(Beginning of Task material)

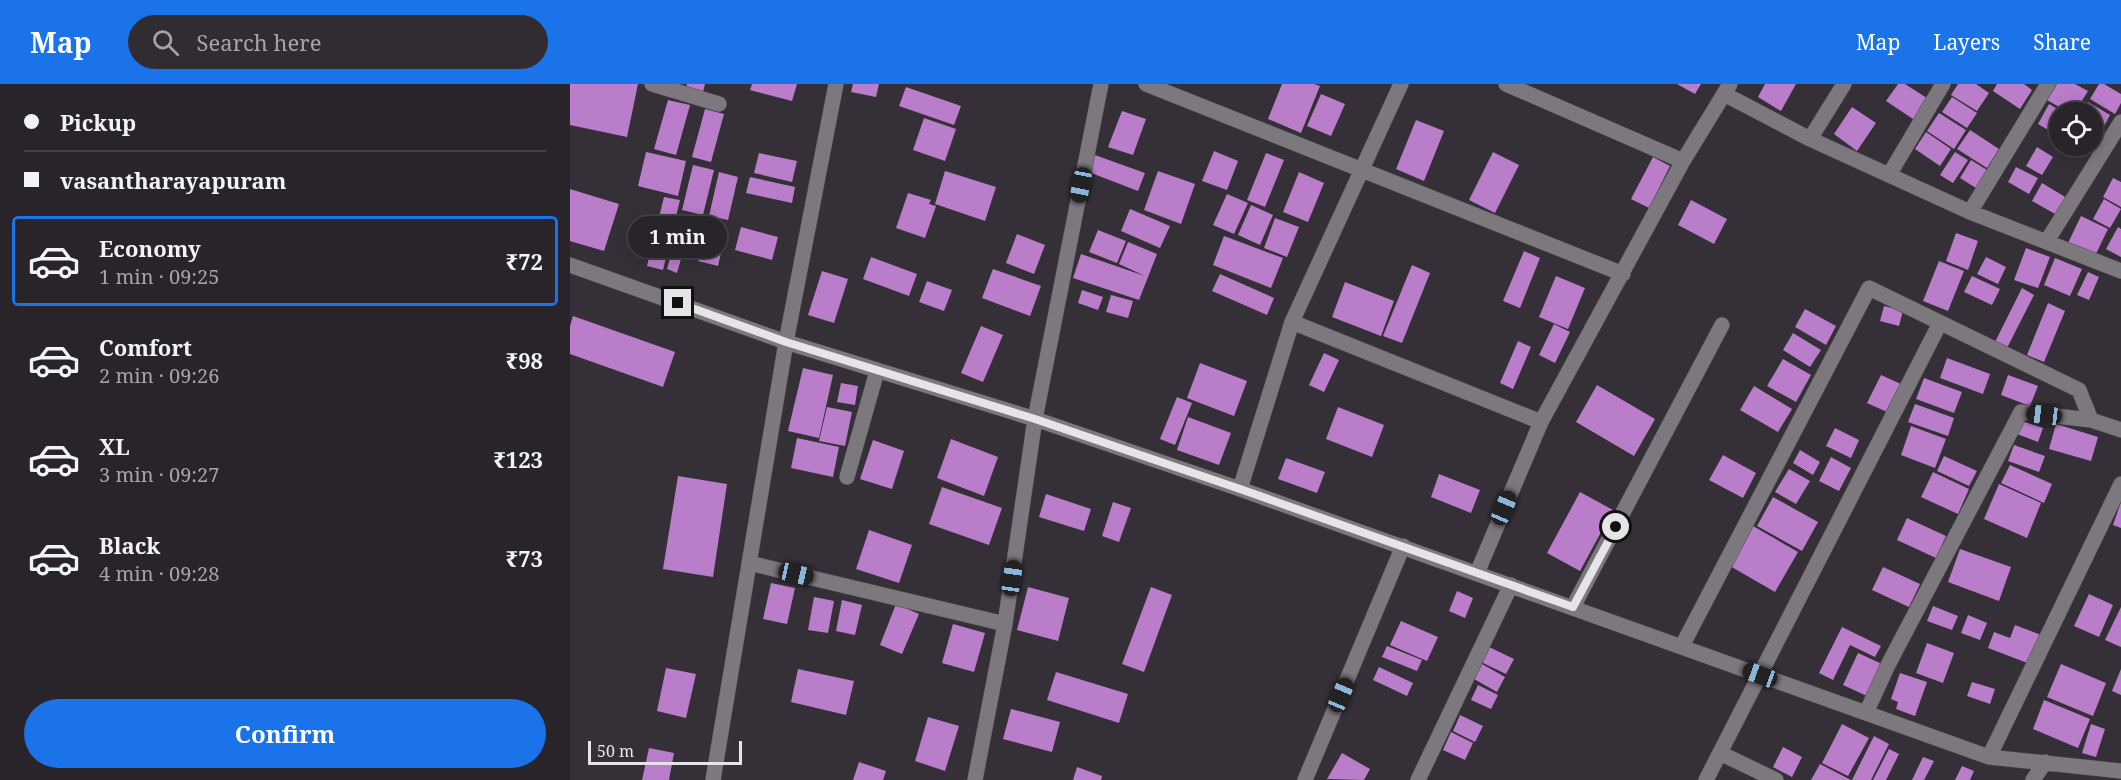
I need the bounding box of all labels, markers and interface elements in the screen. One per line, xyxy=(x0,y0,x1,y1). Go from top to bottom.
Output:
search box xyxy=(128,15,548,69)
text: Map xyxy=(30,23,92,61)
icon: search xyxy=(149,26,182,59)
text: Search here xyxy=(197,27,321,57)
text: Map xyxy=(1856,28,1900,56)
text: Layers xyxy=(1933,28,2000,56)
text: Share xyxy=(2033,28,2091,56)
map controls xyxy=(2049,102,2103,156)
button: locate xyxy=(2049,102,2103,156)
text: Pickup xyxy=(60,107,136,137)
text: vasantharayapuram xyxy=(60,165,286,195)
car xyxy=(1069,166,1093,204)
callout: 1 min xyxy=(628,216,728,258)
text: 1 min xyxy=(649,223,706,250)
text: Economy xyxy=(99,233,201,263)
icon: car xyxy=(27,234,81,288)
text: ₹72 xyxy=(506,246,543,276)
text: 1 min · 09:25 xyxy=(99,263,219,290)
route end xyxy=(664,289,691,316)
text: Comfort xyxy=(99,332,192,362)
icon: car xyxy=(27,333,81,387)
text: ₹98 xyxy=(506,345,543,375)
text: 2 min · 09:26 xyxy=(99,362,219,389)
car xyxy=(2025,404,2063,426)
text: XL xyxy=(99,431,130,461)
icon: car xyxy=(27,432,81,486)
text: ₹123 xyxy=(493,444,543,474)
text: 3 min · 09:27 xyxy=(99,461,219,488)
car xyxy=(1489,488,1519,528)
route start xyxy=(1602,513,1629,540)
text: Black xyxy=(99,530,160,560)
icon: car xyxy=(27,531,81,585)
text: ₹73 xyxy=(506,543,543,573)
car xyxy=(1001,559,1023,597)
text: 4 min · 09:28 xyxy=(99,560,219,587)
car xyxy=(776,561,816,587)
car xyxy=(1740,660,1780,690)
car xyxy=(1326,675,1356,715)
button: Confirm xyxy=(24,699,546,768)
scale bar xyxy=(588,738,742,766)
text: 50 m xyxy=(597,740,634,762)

(End of Task material)

● **Problem to solve**: Only the pictures are dropped when you print the material; everything else is copied exactly.

● **Exercise solution**:
I need the bounding box of all labels, markers and interface elements in the screen. One per line, xyxy=(x0,y0,x1,y1). Go from top to bottom.
Output:
search box xyxy=(128,15,548,69)
text: Map xyxy=(30,23,92,61)
icon: search xyxy=(149,26,182,59)
text: Search here xyxy=(197,27,321,57)
text: Map xyxy=(1856,28,1900,56)
text: Layers xyxy=(1933,28,2000,56)
text: Share xyxy=(2033,28,2091,56)
map controls xyxy=(2049,102,2103,156)
button: locate xyxy=(2049,102,2103,156)
text: Pickup xyxy=(60,107,136,137)
text: vasantharayapuram xyxy=(60,165,286,195)
car xyxy=(1069,166,1093,204)
callout: 1 min xyxy=(628,216,728,258)
text: 1 min xyxy=(649,223,706,250)
text: Economy xyxy=(99,233,201,263)
icon: car xyxy=(27,234,81,288)
text: ₹72 xyxy=(506,246,543,276)
text: 1 min · 09:25 xyxy=(99,263,219,290)
route end xyxy=(664,289,691,316)
text: Comfort xyxy=(99,332,192,362)
icon: car xyxy=(27,333,81,387)
text: ₹98 xyxy=(506,345,543,375)
text: 2 min · 09:26 xyxy=(99,362,219,389)
car xyxy=(2025,404,2063,426)
text: XL xyxy=(99,431,130,461)
icon: car xyxy=(27,432,81,486)
text: ₹123 xyxy=(493,444,543,474)
text: 3 min · 09:27 xyxy=(99,461,219,488)
car xyxy=(1489,488,1519,528)
route start xyxy=(1602,513,1629,540)
text: Black xyxy=(99,530,160,560)
icon: car xyxy=(27,531,81,585)
text: ₹73 xyxy=(506,543,543,573)
car xyxy=(1001,559,1023,597)
text: 4 min · 09:28 xyxy=(99,560,219,587)
car xyxy=(776,561,816,587)
car xyxy=(1740,660,1780,690)
car xyxy=(1326,675,1356,715)
button: Confirm xyxy=(24,699,546,768)
scale bar xyxy=(588,738,742,766)
text: 50 m xyxy=(597,740,634,762)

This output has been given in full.